> Collected data entries
▼▼▼

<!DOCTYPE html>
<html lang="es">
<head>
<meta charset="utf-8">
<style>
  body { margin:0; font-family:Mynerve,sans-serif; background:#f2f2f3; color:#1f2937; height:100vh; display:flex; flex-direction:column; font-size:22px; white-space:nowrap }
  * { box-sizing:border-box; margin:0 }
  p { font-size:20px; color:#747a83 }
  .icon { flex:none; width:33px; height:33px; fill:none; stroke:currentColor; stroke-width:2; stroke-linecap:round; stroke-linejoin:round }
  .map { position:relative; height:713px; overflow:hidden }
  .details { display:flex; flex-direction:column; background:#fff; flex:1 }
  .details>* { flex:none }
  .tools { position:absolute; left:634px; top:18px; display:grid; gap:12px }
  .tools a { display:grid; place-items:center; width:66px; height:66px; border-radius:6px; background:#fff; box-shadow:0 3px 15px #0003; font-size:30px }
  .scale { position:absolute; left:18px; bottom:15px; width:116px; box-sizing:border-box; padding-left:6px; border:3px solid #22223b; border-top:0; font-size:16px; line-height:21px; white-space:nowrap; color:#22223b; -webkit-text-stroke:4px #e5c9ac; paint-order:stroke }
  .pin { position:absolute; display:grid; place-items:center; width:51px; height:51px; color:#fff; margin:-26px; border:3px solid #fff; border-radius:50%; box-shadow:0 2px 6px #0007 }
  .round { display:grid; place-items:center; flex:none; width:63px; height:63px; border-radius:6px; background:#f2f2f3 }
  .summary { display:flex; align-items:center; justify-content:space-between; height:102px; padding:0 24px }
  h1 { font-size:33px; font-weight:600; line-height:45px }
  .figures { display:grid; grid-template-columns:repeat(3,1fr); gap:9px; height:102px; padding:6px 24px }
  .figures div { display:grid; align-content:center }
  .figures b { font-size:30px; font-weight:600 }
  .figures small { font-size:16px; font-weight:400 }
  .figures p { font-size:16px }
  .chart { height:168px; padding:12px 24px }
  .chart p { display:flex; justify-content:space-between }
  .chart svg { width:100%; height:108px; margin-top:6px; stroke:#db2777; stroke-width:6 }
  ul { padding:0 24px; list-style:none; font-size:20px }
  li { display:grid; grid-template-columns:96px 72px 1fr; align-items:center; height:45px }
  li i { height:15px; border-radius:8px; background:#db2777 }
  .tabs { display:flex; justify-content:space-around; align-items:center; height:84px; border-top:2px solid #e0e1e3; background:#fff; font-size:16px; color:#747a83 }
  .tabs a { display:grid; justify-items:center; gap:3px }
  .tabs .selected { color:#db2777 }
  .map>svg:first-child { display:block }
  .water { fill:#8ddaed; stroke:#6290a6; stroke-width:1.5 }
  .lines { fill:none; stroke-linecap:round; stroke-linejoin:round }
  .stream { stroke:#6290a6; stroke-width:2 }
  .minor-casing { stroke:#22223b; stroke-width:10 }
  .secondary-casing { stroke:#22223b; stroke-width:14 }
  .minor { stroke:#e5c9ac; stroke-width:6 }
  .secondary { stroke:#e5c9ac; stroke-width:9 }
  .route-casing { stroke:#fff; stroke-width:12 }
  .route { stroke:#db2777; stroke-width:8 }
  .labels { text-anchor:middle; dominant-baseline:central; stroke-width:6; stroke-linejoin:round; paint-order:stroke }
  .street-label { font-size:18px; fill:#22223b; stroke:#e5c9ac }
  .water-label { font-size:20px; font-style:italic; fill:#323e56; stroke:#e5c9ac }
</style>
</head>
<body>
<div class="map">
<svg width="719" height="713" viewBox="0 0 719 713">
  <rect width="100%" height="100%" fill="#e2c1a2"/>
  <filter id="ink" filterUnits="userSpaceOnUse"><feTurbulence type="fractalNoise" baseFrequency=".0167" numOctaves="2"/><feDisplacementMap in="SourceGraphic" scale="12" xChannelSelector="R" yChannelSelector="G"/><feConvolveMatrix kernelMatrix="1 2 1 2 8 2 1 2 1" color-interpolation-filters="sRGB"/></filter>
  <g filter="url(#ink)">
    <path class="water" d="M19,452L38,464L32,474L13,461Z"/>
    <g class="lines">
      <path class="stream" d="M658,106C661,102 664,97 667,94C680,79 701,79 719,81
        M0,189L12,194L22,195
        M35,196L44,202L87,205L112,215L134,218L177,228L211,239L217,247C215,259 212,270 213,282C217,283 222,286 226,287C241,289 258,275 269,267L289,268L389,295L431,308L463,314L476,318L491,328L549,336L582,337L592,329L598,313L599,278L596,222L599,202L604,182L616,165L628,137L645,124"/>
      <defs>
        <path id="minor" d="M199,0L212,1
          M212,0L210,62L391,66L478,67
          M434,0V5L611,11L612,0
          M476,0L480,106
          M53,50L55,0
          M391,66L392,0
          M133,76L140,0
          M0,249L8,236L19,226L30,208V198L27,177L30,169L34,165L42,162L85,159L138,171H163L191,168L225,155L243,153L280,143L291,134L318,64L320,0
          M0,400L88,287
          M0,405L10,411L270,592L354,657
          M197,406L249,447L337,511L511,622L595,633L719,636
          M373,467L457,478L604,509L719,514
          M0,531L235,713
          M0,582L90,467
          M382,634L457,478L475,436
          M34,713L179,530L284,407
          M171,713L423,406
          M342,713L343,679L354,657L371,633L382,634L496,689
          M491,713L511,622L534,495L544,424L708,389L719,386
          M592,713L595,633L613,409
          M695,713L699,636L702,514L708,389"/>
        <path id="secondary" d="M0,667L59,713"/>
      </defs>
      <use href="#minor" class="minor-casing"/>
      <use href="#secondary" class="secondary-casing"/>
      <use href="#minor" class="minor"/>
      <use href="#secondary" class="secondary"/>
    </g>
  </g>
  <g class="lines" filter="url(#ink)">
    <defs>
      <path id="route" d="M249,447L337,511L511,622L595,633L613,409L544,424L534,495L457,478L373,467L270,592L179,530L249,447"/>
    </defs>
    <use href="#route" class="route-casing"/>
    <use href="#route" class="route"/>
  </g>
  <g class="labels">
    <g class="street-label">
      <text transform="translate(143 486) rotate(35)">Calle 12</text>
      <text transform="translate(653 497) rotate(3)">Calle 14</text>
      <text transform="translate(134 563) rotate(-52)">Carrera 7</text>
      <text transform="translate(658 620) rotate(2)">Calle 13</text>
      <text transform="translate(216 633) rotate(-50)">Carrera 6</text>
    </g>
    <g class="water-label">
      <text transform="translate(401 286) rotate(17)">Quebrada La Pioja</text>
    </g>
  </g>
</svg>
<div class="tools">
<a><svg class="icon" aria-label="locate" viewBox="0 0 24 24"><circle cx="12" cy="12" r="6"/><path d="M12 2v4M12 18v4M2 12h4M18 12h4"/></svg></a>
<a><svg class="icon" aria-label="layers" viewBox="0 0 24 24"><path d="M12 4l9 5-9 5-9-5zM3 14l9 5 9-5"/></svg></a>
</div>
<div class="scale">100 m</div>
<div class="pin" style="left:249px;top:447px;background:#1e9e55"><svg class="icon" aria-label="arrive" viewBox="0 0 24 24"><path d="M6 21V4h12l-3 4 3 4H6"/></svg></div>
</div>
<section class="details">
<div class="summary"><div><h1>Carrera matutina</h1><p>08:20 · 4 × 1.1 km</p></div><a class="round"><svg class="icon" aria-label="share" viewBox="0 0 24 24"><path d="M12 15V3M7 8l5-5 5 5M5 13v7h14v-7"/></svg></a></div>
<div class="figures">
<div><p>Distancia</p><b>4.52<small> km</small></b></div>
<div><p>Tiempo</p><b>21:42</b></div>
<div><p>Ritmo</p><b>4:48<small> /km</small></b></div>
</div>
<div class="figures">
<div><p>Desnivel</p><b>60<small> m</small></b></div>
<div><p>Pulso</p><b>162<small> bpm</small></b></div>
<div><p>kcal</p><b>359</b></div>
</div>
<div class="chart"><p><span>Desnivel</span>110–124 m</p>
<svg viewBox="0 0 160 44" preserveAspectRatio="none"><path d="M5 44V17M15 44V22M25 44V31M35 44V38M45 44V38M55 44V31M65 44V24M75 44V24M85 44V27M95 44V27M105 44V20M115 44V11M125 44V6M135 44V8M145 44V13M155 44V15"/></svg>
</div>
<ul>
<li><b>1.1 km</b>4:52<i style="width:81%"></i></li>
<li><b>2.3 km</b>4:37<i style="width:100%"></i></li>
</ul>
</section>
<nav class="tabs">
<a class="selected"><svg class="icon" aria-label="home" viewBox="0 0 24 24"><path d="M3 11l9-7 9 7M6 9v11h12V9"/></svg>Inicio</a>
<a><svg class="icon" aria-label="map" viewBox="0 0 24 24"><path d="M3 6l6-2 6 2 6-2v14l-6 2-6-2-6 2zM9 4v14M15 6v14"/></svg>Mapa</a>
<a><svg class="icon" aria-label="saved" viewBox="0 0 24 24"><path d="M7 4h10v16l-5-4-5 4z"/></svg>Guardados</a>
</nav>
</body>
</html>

▲▲▲

> WORK TO BE COMPLETED
Each line carrying the string "sizing" should be copied out from the entries.

> TASK OUTPUT
  * { box-sizing:border-box; margin:0 }
  .scale { position:absolute; left:18px; bottom:15px; width:116px; box-sizing:border-box; padding-left:6px; border:3px solid #22223b; border-top:0; font-size:16px; line-height:21px; white-space:nowrap; color:#22223b; -webkit-text-stroke:4px #e5c9ac; paint-order:stroke }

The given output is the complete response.